The specialised yoga course for the recovery of childhood trauma is designed to help safely move people out of these states of hyper arousal or shut down and disassociation back into life. The course begins by creating a sense of relative safety and then slowly and progressively begins to awaken the confidence to explore and accept what they are feeling in their body. To be present in their body is a positive step towards recovery.
The pace and progression of the course helps to develop an inner pulse of contraction and expansion. This pulse works in class by inviting an action, then a pause, then an action and so on. The students are invited to engage in a practice of breath work or meditation and then they are given time or they can choose to take the time, to pause and relax. This is an important part of the process of balancing the nervous system. They may feel uncomfortable or uneasy with an unknown, strong or stirring sensation (contraction) and then they have the opportunity and guidance to calm themselves again (expansion). They learn this pulsing rhythm of contraction and then expansion which, over time, becomes less of a threat. Their confidence in staying with these sensations for a longer time increases and they develop the ability to self-regulate when they recognise a strong response.
As the course progresses and as they feel more comfortable with the practice and their experience, the focus shifts to releasing trauma and stress from the muscles. This is done by practicing very specific yoga series (kriyas) that include gentle exercises, shaking and conditioning of the psoas muscle, a muscle which plays a big part in the reaction of fear, stress and trauma.

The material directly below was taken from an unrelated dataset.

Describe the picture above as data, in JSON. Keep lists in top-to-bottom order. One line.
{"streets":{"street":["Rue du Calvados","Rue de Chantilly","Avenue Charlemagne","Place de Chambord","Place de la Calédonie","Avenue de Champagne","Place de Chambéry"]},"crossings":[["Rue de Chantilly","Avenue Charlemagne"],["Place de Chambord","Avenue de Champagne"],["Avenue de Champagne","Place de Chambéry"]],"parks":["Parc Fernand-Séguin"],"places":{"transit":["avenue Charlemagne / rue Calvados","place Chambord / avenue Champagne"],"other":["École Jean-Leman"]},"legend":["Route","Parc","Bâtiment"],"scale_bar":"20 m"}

I have been teaching this course for four years now and I witness the participants gaining such confidence in their ability to have an impact on their lives. This is a powerful thing. They begin to gain a trust and faith in themselves which really propels them forward on their journey of recovery and in the discovery of who they are and what they need.
“There’s nothing which can be more precious in you than your own relationship with your own consciousness.” Yogi Bhajan
The recovery of trauma and long term stress is an ongoing journey that achieves the best outcomes when the person rallies the help of a team of support. This Recovery of Childhood Trauma yoga course is best accompanied with talking therapies such as Psychology and Counselling. Depending on the individual, I often suggest participants complete the course more than once to really crystallise the positive new habits and relationship with the mind into their life.
*What is PTSD?
Trauma is the Greek word for ‘wound’. When we refer to someone who has trauma we connect it to psychological trauma which is a condition in which a person has experienced a difficult event that has wounded their psyche. With the support of family, friends and perhaps professionals most people manage to process the traumatic event and are able to return to normal daily functioning. Though some will go on to develop Post Traumatic Stress Disorder (PTSD). They experience stress very differently and it affects their daily living. They can feel the physical sensations and the impact of the traumatic event, like it’s happening again, in their daily living. There are many symptoms including re-experiencing the trauma ie. memories, flashbacks; sleep problems; emotional numbing and avoidance and increased arousal.